We model our IAS framework on the performance improvement for RTEFootnote 1 Company’s transmission network, located in the Melle-Longchamp area (France). Figure 4 shows the smart grid network that includes 35 substations connected by 30 lines. The grid has some constraints regarding current and voltage. In addition to the power flowing through the network, it contains wind-farms with a total peak production capacity of 700 MW. Melle-Longchamp area’s control network is being upgraded from a traditional centralized control to an IoT distributed control system to enhance the performance of the software system. The system follows the usual sense - compute - actuate structure from IoT systems. We applied the IAS approach to analyze the system and its objectives, and to design an architectural self-adaptation mechanism that keeps the performance within a desirable threshold. It is worth mentioning that IAS and its associated generalized queuing networks models (IAS-QN) can be re-used for functionality and quality analysis of all IoT systems.

Fig. 4.
figure 4

Smart grid network for Melle-Longchamp. It includes 35 substations connected with 30 lines.

4.1 Problem and Goals Analysis

Renewable energy systems that convert wind and sun’s rays into electricity are growing as the primary source of energy. Such renewable generation is mainly connected to the distribution grid but has an impact on the transmission grid as well. In the example presented in Fig. 5/lower, a high percentage of the required electricity to distribute is being supplied from RTE substation, e.g. B and a small percentage form distribution substation D. If a strong wind blows and the generation in D becomes excessive, an overload will occur on the transmission line between B and A. To deal with this problem, the functional controller can activate different levers: i) the battery in E can be charged, ii) the production in D can be limited, iii) the circuit breaker on B can be activated (less desirable option). Practically, a combination of the actions mentioned above is required.
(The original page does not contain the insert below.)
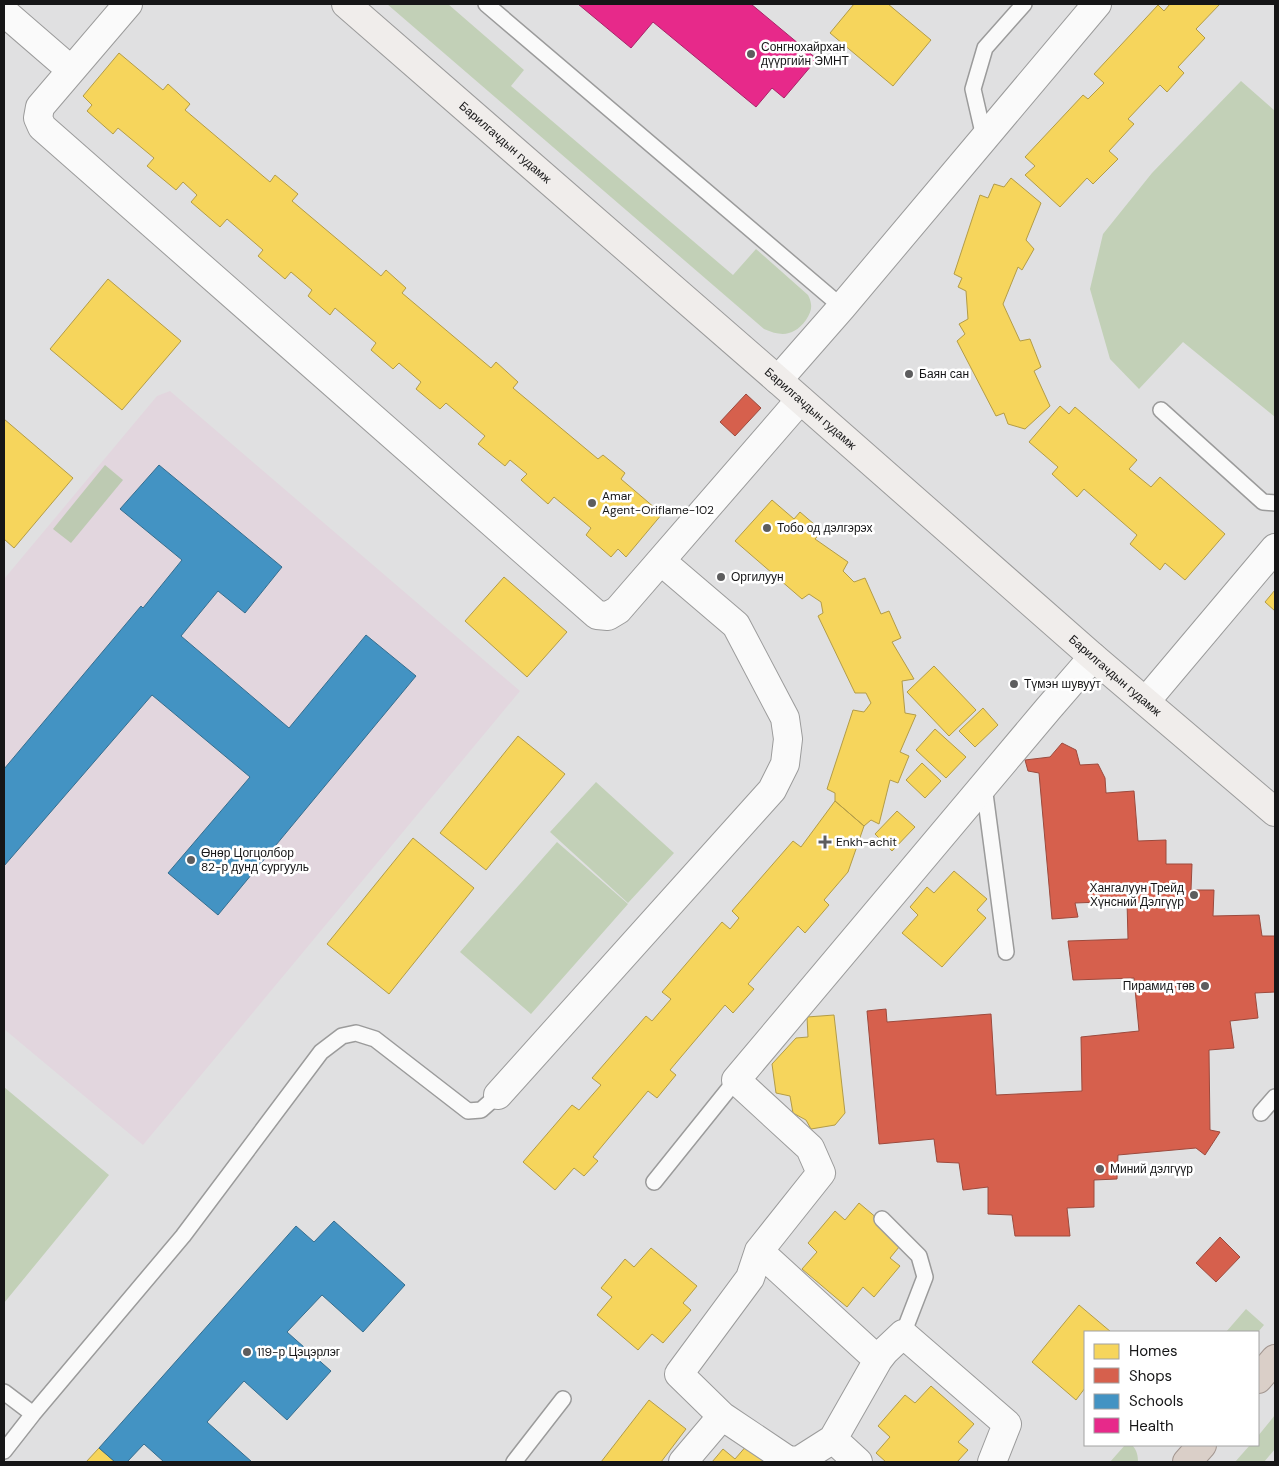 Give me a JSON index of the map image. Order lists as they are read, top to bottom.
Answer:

Dealing with transmission overload risk necessitates considering some information from sensors such as values of currents and voltages on every line, state of the network circuit breakers, state of battery’s charge, and also a set of parameters such as time to limit production of the wind farms, current overload thresholds on every line and eventually generator merit order.

Having such sensory input, FCE must ensure the safe operation of the network by sending: i) topological orders to the network circuit breakers, ii) modulation orders to the generators, iii) set-point orders to the storage batteries. The adaptive management of such smart transmission systems is exposed to performance issues since: i) some types of sensors and actuators need a significant service time, ii) enhanced forecasting algorithms for generation require a notable computation time, iii) network transmission and propagation delays sometimes become long, and iv) the collaboration pattern among local and remote control resources (with various processing power) is not always efficiently designed.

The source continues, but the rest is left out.